Foods That Have More Sodium Than a Bag of Potato Chips

Guilty was the verdict and Jack confessed.

He snacked on a small bag of delicious H-E-B brand potato chips Monday evening after such a healthy day of eating.

So how much sodium is in the average small bag of chips? In his bag, H-E-B noted 170 mg (with 150 calories). We looked at the sodium content in a small bag of chips of three leading brands: Lay’s (170mg), Ruffles (160mg), and Kettle Brand (210mg).

By taking the average of these three, we estimate that the average small bag of chips has about 178mg of salt. Here’s how other popular foods compare:

🔹One serving of Bumble Bee White Crabmeat has 260mg of sodium.

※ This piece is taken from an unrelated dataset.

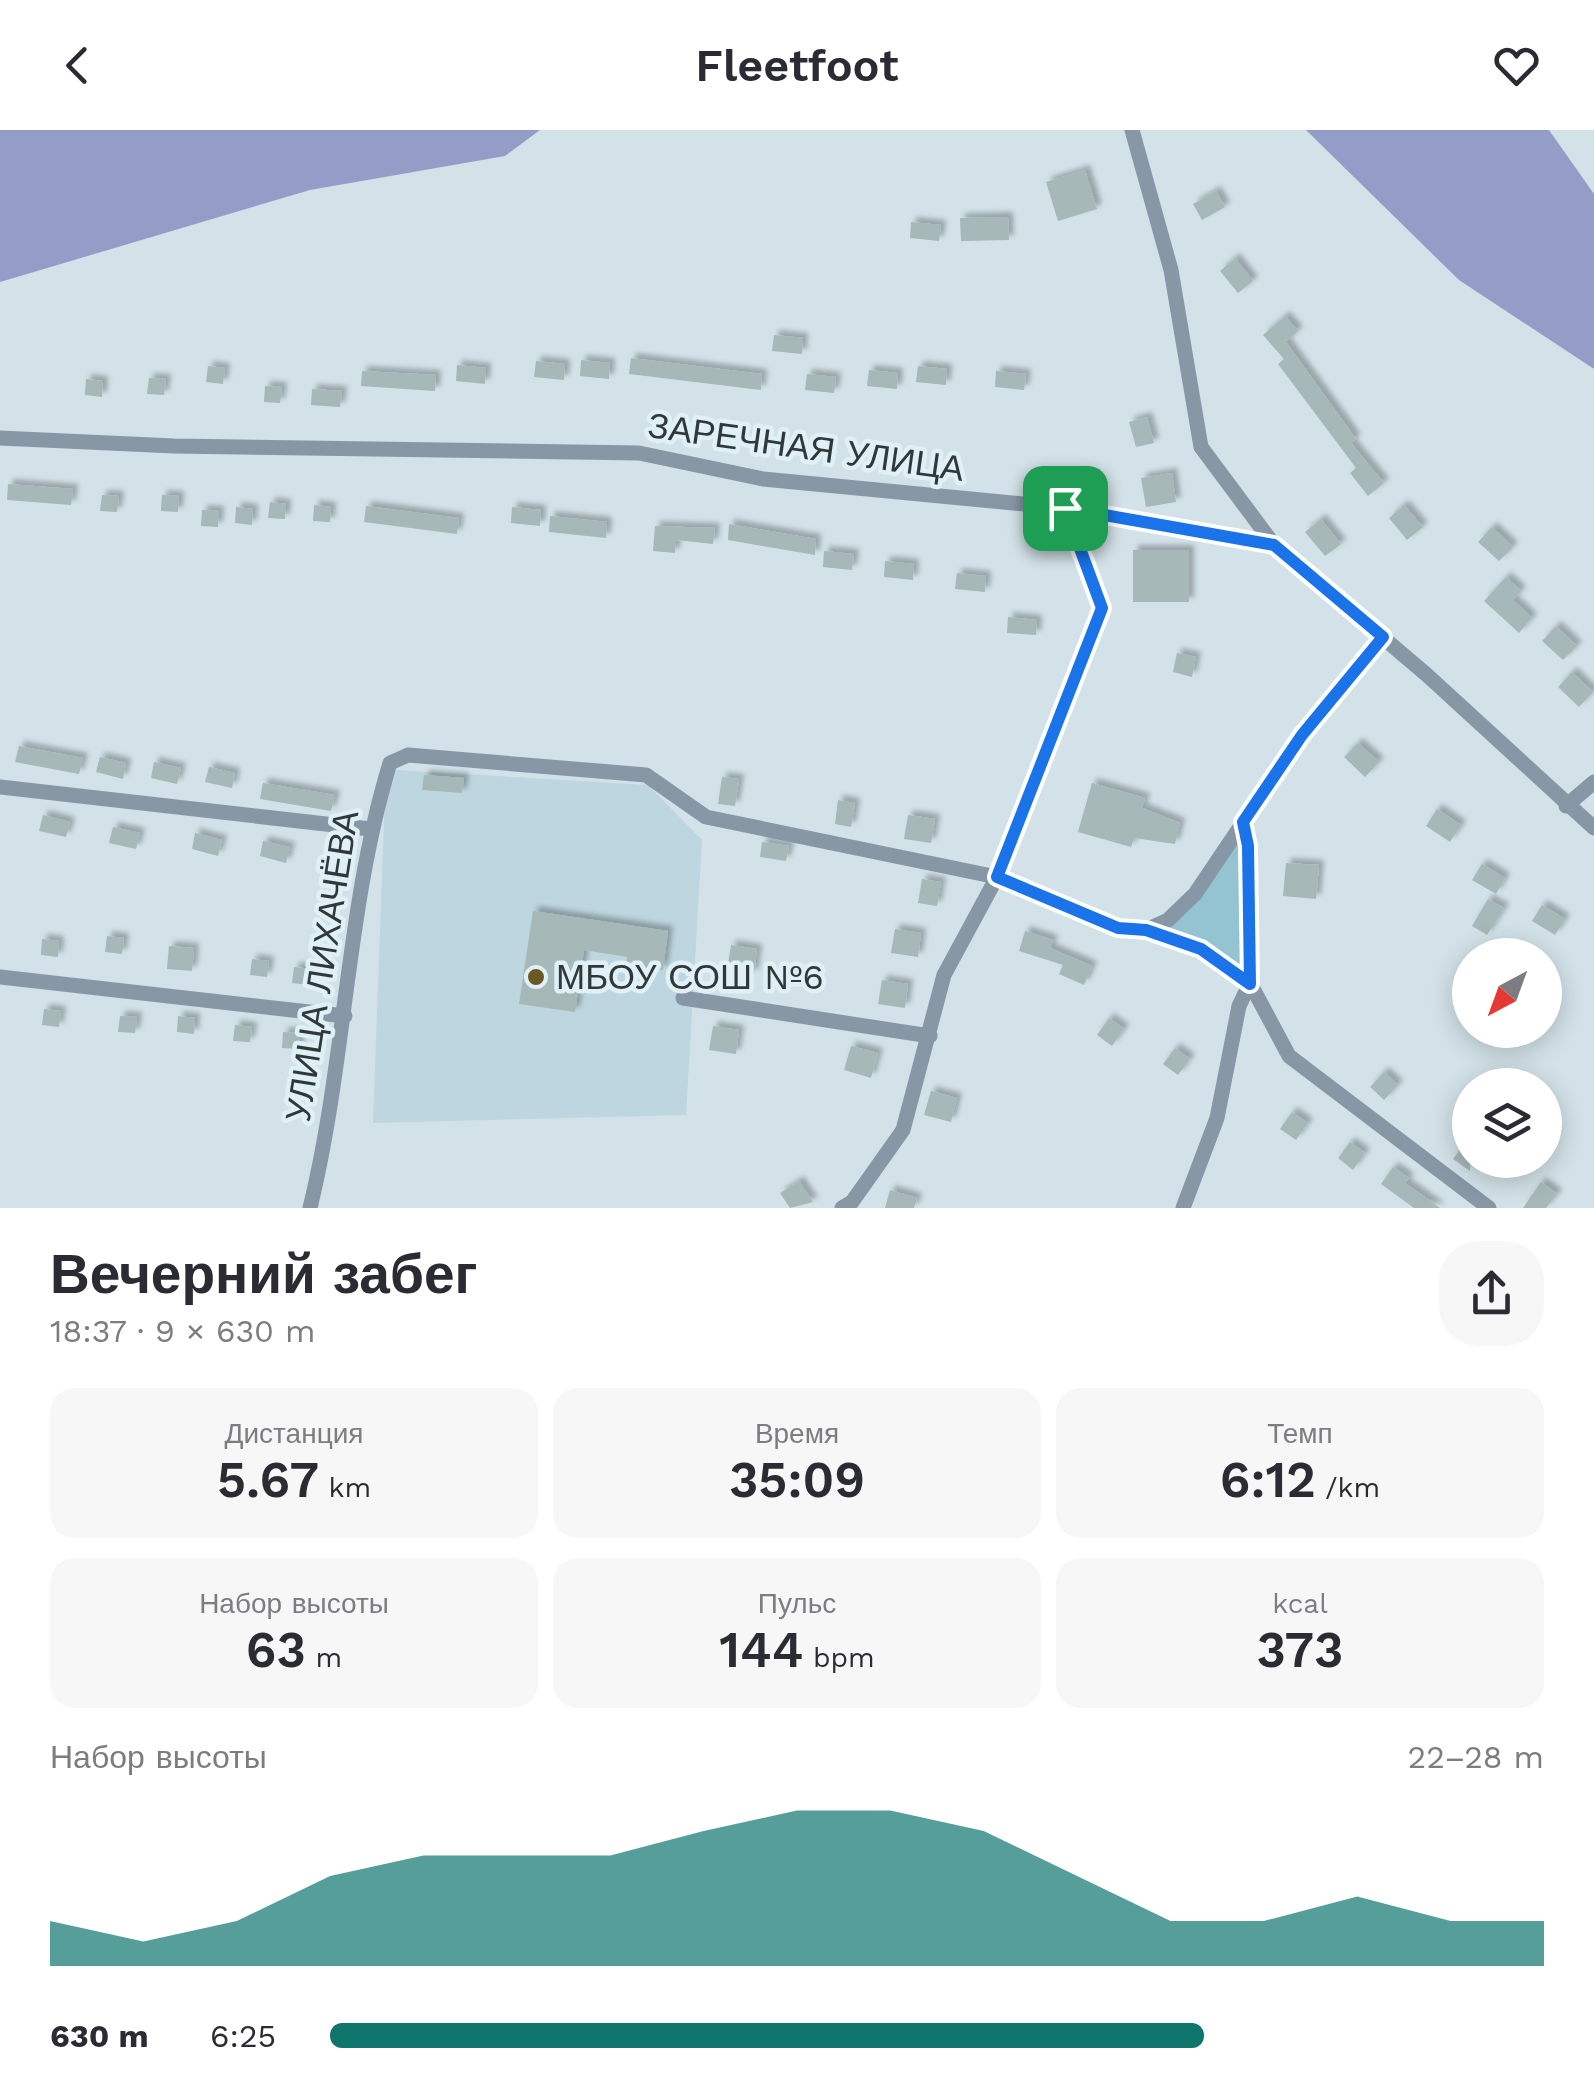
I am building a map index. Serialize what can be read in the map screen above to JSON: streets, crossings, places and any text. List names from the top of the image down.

Buy the Solid White Albacore Tuna In Water with more protein and 140mg of sodium.

🔹Canned, packaged, and restaurant-prepared soups often pack a lot of sodium, though you can find reduced-sodium options for some canned varieties.

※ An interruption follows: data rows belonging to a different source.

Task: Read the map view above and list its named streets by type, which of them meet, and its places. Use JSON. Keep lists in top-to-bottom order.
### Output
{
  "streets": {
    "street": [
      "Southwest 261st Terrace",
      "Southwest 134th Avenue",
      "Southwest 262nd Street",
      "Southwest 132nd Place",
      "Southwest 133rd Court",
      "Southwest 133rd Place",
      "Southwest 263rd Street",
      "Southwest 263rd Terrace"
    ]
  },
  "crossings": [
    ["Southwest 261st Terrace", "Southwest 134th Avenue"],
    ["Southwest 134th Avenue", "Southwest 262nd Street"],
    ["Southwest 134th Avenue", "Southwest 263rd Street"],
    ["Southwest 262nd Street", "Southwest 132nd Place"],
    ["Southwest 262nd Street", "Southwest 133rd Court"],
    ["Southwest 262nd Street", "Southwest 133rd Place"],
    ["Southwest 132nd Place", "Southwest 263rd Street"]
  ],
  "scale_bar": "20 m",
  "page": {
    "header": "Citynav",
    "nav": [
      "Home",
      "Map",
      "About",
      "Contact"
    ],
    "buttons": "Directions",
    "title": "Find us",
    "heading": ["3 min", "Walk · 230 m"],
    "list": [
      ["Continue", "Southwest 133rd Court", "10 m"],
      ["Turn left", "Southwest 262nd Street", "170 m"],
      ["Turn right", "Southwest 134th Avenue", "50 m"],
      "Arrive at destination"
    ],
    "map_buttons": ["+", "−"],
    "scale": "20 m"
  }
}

On average, canned soup has 700 mg of sodium, or 30% of the Recommend Daily Intake, per 1-cup (245-gram) serving.

Here’s a tip to save costs and reduce sodium intake: Just add rice and water to any can of soup to double or triple it for almost free. Note: This same hack can be used on other high sodium consumables like tomato sauces, chili, etc.

🔹Making a sandwich? Two slices of Oroweat’s Whole Wheat bread contains 270mg of sodium. Instead, try an Oroweat Whole Wheat Sandwich Thin Roll with just 170mg.

🔹Ham is full of salt. A 3-ounce (85-gram) serving of roasted ham averages 1,117 mg of sodium, or 48% of the RDI.

🔹One Serving of Grape-Nuts Original Cereal has 270mg of sodium so opt for Honey Bunches of Oats with Almonds with 135mg instead.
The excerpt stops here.